Task details ▸ A single number is required: how many lines in the entries hold the word "Ruta".

+===+

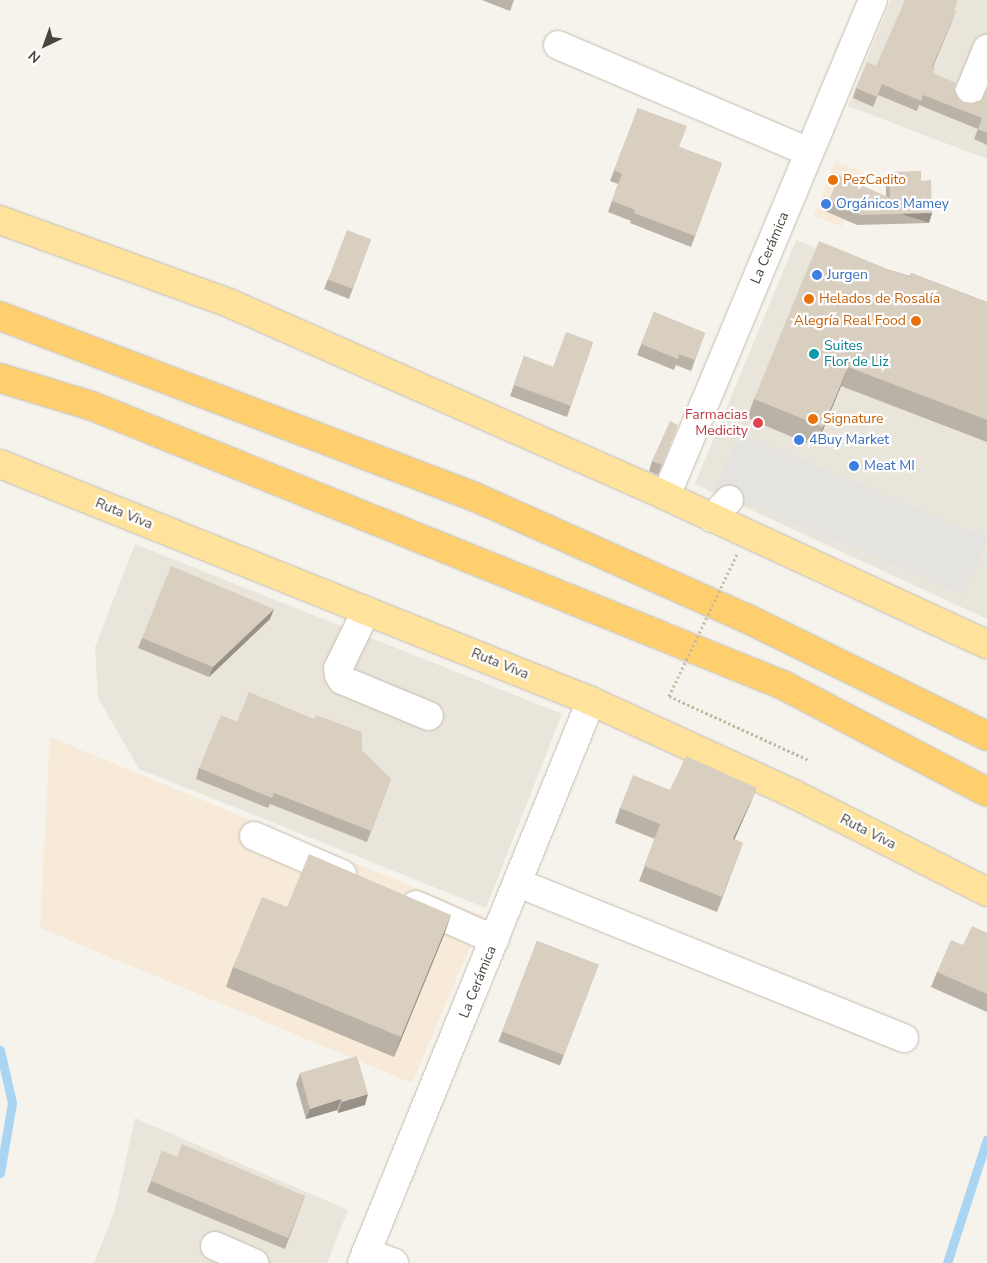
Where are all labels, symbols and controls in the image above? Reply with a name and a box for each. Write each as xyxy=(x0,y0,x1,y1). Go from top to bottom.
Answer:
north arrow xyxy=(20,20,70,70)
text: N xyxy=(24,46,45,67)
place label: PezCadito xyxy=(843,172,906,188)
marker: PezCadito xyxy=(827,174,839,186)
place label: Orgánicos Mamey xyxy=(836,196,949,212)
marker: Orgánicos Mamey xyxy=(820,198,832,210)
street label: La Cerámica xyxy=(747,210,793,286)
place label: Jurgen xyxy=(827,267,868,283)
marker: Jurgen xyxy=(811,269,823,281)
place label: Helados de Rosalía xyxy=(819,291,940,307)
marker: Helados de Rosalía xyxy=(803,293,815,305)
place label: Alegría Real Food xyxy=(794,313,906,329)
marker: Alegría Real Food xyxy=(910,315,922,327)
place label: Suites Flor de Liz xyxy=(824,338,889,371)
marker: Suites Flor de Liz xyxy=(808,348,820,360)
place label: Farmacias Medicity xyxy=(685,407,748,440)
place label: Signature xyxy=(823,411,884,427)
marker: Signature xyxy=(807,413,819,425)
marker: Farmacias Medicity xyxy=(752,417,764,429)
place label: 4Buy Market xyxy=(809,432,889,448)
marker: 4Buy Market xyxy=(793,434,805,446)
place label: Meat MI xyxy=(864,458,915,474)
marker: Meat MI xyxy=(848,460,860,472)
street label: Ruta Viva xyxy=(93,495,155,533)
street label: Ruta Viva xyxy=(469,645,531,683)
street label: Ruta Viva xyxy=(837,811,899,853)
street label: La Cerámica xyxy=(456,943,500,1021)

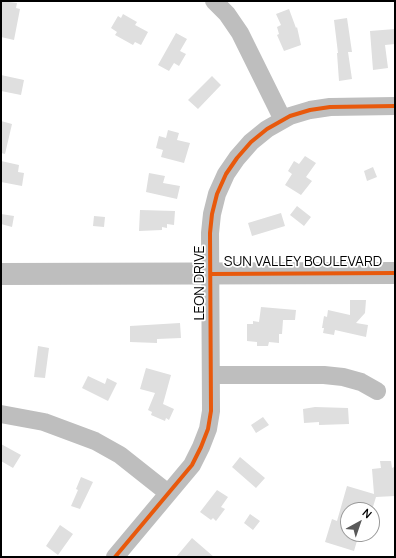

+===+

Solution for this task ▸ 3